Brain Res Bull. 1990 Feb;24(2):213-9. doi: 10.1016/0361-9230(90)90208-h.
Effects of changes in striatal neurone activity on substantia nigra (SN) unit activity were studied in rats. Striatal changes were produced by the spreading depression (STSD) induced by perfusing the head of striatum with 0.06 M KCl via a push-pull cannula. In the medial part (caudate) striatal neurones are silent, with the arrival of STSD they exhibit a brief excitation coinciding with the onset of a slow wave of depolarisation in the extracellular steady potential. In the lateral part (putamen) striatal neurones are active, they undergo an arrest of their spontaneous activity for about 1 minute following the brief excitation. Antidromic activation of SN reticulata (SNr) neurones was attempted from the superior colliculus (SC). The majority of the 54 SNr neurones (96%) exhibited changes in firing rate during STSD. Ten neurones underwent brief single or repetitive changes of the same duration as the brief striatal excitation.
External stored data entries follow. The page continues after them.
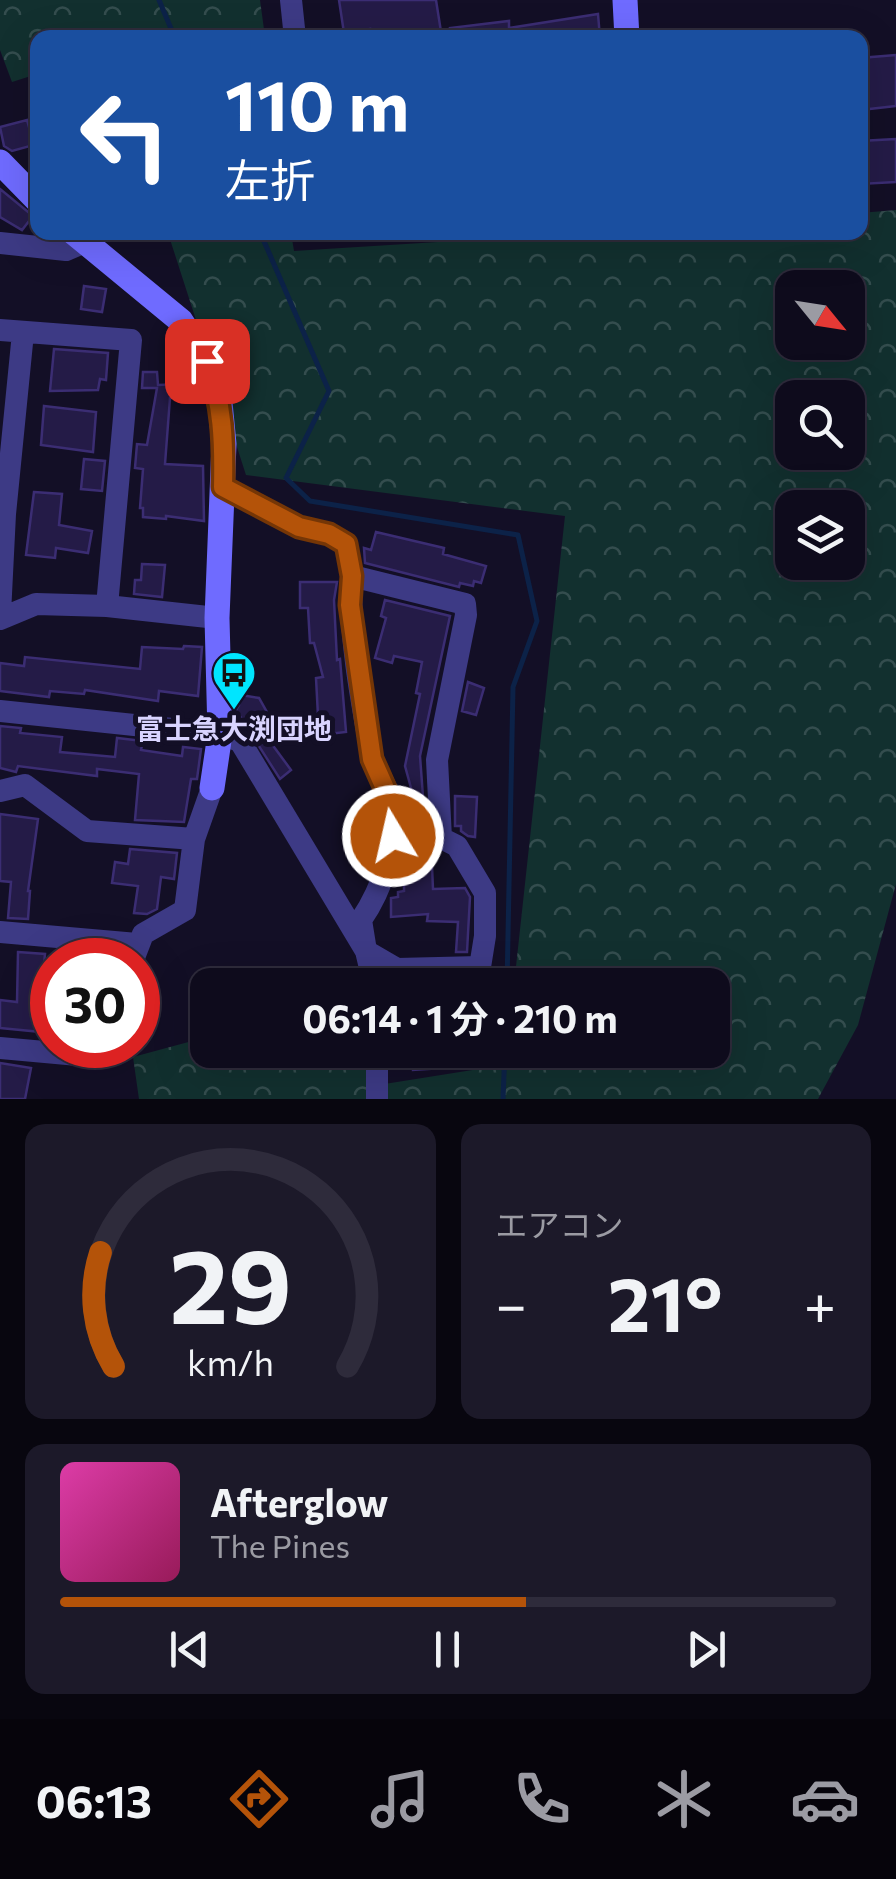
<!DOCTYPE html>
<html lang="ja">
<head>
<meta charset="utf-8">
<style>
  :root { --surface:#0e0b1c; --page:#1c1929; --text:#f1f3f6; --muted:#9b9ba3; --line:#2e2b3b; --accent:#b45309 }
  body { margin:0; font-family:Commissioner,"Noto Sans JP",sans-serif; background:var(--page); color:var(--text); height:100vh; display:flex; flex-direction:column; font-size:38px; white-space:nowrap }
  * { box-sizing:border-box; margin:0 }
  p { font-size:32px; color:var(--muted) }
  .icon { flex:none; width:55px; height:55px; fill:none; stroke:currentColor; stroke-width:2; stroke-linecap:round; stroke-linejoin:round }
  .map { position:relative; height:1099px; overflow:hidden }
  .panel { display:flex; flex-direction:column; gap:25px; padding:25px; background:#08060f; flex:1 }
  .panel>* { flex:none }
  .hud { position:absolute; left:30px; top:30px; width:838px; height:210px; border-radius:20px; box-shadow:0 10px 40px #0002,0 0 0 2px var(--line); background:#1a4fa0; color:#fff; overflow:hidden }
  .needle { width:65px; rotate:120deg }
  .buttons { position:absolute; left:775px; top:270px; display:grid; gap:20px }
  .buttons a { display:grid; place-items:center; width:90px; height:90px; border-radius:20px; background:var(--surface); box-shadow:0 10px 40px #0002,0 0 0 2px var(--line); font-size:50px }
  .speed { position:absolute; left:30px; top:938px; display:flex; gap:20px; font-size:50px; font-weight:700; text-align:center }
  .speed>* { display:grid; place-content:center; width:130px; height:130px; border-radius:50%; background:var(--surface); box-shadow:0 10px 40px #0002,0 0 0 2px var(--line); line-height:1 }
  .speed .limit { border:15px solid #d22; background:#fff; color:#111 }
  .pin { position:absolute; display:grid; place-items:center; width:85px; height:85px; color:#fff; margin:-42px; border-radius:20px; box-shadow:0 5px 15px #0006 }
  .me { position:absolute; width:110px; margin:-55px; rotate:351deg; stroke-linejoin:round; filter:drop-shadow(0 0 8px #0008) }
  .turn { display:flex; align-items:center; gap:35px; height:210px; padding:0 30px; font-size:45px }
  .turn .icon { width:130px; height:130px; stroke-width:2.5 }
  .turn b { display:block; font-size:70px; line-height:85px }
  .big { font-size:75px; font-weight:700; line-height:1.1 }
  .panel .widget { flex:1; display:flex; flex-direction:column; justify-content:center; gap:15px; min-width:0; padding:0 35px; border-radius:20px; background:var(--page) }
  .panel .dial { align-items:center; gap:0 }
  .dial svg { height:260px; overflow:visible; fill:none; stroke:var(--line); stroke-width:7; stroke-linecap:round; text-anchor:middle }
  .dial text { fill:var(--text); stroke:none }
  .song { display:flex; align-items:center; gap:30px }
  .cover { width:120px; height:120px; border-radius:15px; background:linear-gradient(135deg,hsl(320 70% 55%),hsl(330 70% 35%)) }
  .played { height:10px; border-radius:5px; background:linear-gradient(90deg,var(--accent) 60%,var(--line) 60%) }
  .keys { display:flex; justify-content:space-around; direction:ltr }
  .heat { display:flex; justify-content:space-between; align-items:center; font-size:55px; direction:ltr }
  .panel .tiles { flex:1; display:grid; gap:25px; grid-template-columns:1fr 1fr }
  .widget:last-child { grid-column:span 2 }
  .trip { position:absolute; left:190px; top:968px; width:540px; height:100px; border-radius:20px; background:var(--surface); box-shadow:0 10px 40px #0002,0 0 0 2px var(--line); font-weight:700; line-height:100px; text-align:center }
  .tab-bar { display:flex; height:160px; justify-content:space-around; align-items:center; background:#06040b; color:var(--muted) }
  .tab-bar .icon { width:70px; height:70px }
  .tab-bar .active { color:var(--accent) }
  .tab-bar b { font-size:45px; color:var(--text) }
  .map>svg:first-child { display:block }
  .forest { fill:url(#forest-crowns); fill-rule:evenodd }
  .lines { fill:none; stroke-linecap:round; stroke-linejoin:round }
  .stream { stroke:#0c2248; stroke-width:5 }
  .building { fill:#241b47; stroke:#3b2d73; stroke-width:2.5 }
  .street { stroke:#3d3a85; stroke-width:22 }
  .secondary { stroke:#6f6bff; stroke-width:25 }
  .route-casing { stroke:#753606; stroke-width:25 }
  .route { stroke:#b45309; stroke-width:18 }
  .labels { text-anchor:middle; stroke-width:10; stroke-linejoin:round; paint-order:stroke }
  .poi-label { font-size:28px; font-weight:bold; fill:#d9d4ff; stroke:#130f26 }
</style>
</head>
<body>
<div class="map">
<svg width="896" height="1099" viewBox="0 0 896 1099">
  <defs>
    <pattern id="forest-crowns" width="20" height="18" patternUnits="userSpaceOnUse" patternTransform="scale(2.5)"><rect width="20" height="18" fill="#12302f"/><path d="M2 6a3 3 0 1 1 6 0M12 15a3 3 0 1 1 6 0" fill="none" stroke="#344d4e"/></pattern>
  </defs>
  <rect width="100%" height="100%" fill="#130f26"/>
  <!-- forest -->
  <path class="forest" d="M0,0H260L265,37L38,38L37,74L12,82L0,50Z
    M896,210V884L858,1025L818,1099H139L133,1057L207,1037L208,1050H366L372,1086L504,1065L507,1050H712V985H514L565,516L246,475L168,233H291L294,251L583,233L860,232V213ZM792,288H848V342H792ZM792,398H848V452H792ZM792,508H848V562H792Z"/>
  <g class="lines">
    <!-- stream -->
    <path class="stream" d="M159,0L175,38
      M260,232L329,391L286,478L310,501L518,535L537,621L513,687L507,985
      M503,1099L505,1050"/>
  </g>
  <!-- building -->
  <path class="building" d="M339,0H436L442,38H370V29L344,33Z
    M598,14L600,38H451L450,28L509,21V28Z
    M896,55V106L860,110V58Z
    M27,120L34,145L12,151L4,146L0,127Z
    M896,139V182L860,184V141Z
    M0,189L33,216L22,230L0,217Z
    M84,286L106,289L102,312L81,309Z
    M54,349L108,353L106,380L100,379L98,390L50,391Z
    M143,372H157L158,385L181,384V398H170L165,464L203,466L204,521L166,516V519L143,517V508H140L143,469L135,468L137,444L147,445L157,388H142Z
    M44,406L96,412L93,452L41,445Z
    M84,459L105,461L102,491L81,489Z
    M34,492L62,494L59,525L92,531L88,553L56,548L55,558L26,555Z
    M376,532L444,548L443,554L486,566L481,583L474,581L473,586L460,583L459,587L365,563L364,548L371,550Z
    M142,564L165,565L162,597L134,594L135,580H141Z
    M300,582H337L334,600L337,660L340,659L346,732L319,735L316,678L323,677L314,643H310L308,608H300Z
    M385,600L450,616L420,756L425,824L412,825L411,788L405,766L420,694L416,693L422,662L394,656L392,663L375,658L386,618L381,616Z
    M184,646L202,647L198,696L159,691L158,701L85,690L84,694L50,691L49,697L0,691V663L24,666L25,657L140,669L142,647L183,649Z
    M468,682L484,688L476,715L462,711Z
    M235,694L259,698L268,714L259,721L265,730L263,732L291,770L280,779L236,710L239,705Z
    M0,726L21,728L20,733L62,737L60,752L115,757L117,738L143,741L141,750L182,756L183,747L201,749L197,779H191L184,822L135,820L139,774L97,769V776L18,766L16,772L0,768Z
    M455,796L477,797L475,837L468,836L461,831V826H455Z
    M0,814L38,819L28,891H30L28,919L8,918L11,882L0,881Z
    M130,849L177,853L174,879L161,877L157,909L147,914L134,913L138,886L112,883L115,862L128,864Z
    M404,858H428V866H432L433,889L465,888L470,897L467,952H456L458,922L427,921L428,914L391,917V898L398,897V892L404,891Z
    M18,952L45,954L40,1003L52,1004V1033L0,1028V1000L17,1002Z
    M440,1050L442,1068L413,1070L412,1052Z
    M0,1063L31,1068L25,1099H0Z"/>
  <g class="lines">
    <!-- street -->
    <path class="street" d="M291,0L295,38
      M0,243L66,250L85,242
      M0,330L131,340L107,606
      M223,487L299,527L329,534L346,544L352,576
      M352,576L465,604L466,615L437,760L441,838L457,846L485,893V936L480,967L397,969L366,951L361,920C381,891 400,840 392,803C388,786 375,771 371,753C361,699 348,630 352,576Z
      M0,614L5,514L23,333
      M0,619L36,604L107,606L217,618
      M0,711L220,734L240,741L366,951L374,985
      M0,791L25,785L87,831L194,839
      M0,932L137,944
      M133,960L143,934L185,910L194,839L212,788
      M0,1048L89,1056L103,1045
      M377,1050V1099"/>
    <!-- secondary -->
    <path class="secondary" d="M625,0L627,38
      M0,162L38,201
      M73,232L181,321L207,361L219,392L224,444L217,618L220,734L212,788"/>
  </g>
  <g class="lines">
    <defs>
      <path id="route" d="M207,361C223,404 224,442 223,487L299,527L329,534L346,544L352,576L350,605L372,759L392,804L393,836"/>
    </defs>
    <!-- route casing -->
    <use href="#route" class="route-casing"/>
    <!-- route -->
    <use href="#route" class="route"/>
  </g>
  <!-- icons -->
  <defs>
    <symbol id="bus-pin" viewBox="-11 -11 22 30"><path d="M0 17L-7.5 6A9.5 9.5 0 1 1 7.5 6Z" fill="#00e5ff" stroke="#130f26"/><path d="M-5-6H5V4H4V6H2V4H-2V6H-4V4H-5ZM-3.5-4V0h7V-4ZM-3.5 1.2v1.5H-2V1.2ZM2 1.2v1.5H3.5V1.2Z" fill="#111"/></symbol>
  </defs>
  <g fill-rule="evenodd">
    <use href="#bus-pin" x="209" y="648" width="50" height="68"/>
  </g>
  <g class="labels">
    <!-- poi labels -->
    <g class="poi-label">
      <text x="234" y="739">富士急大渕団地</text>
    </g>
  </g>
</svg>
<div class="buttons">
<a><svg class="needle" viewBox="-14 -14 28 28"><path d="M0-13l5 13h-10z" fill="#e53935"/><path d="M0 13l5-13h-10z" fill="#9b9ba3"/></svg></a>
<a><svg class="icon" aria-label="search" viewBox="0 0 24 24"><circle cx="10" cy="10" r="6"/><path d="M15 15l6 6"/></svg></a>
<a><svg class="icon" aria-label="layers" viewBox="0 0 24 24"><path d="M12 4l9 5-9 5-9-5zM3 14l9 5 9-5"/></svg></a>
</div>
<div class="speed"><div class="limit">30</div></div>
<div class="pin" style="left:207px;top:361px;background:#d93025"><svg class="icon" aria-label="arrive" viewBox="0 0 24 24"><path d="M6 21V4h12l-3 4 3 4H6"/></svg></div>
<svg class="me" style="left:393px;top:836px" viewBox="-20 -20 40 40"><circle r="17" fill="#b45309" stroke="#fff" stroke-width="3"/><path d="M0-11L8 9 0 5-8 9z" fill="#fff"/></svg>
<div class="trip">06:14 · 1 分 · 210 m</div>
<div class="hud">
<div class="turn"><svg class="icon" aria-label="left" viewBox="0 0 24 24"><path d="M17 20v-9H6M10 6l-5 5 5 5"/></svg><div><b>110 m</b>左折</div></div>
</div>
</div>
<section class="panel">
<div class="tiles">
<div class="widget dial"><svg viewBox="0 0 100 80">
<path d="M14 69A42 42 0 1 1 86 69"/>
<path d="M14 69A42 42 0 0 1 10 34" stroke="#b45309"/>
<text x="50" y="56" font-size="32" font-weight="700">29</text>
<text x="50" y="72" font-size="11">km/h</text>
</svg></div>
<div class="widget"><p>エアコン</p>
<div class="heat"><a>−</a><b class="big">21°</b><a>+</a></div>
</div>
<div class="widget">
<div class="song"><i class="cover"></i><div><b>Afterglow</b><p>The Pines</p></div></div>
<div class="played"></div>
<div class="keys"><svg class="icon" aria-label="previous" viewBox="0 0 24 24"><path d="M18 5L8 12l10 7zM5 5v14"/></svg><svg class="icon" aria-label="pause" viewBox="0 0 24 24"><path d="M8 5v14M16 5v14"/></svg><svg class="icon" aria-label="next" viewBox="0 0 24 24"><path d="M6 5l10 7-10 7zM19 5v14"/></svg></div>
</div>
</div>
</section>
<nav class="tab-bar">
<b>06:13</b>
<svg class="icon active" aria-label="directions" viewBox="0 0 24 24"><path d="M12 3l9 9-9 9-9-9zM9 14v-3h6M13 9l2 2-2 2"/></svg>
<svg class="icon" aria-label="music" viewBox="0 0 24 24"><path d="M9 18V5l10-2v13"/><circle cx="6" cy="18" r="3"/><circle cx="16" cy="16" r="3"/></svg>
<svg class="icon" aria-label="phone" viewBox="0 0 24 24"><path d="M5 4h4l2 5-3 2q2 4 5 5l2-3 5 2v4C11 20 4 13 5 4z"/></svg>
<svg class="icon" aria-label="climate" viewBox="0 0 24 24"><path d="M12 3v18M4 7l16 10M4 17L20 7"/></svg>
<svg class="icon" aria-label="car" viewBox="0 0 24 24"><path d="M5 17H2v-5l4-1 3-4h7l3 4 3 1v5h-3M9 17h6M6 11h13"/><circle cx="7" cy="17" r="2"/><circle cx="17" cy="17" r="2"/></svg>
</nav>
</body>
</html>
Eight presented an initial brief change of activity followed by a longer duration inverse change in firing rate. Eighteen exhibited multiple brief changes followed by or superimposed on a long lasting decrease of firing rate and 50% of them were nigrotectal neurones. Sixteen neurones presented long duration biphasic changes in firing rate. Two SNr neurones and the 12 substantia nigra compacta (SNc) neurones studied were unaffected. Some neurones received both inhibitory and facilitatory striatal controls. In total thirty-nine neurones were inhibited and 47 facilitated, the origin of these effects from caudate and putamen are discussed. The excitatory action may be due to either a direct excitatory pathway or to a relayed effect of the inhibitory GABAergic pathway.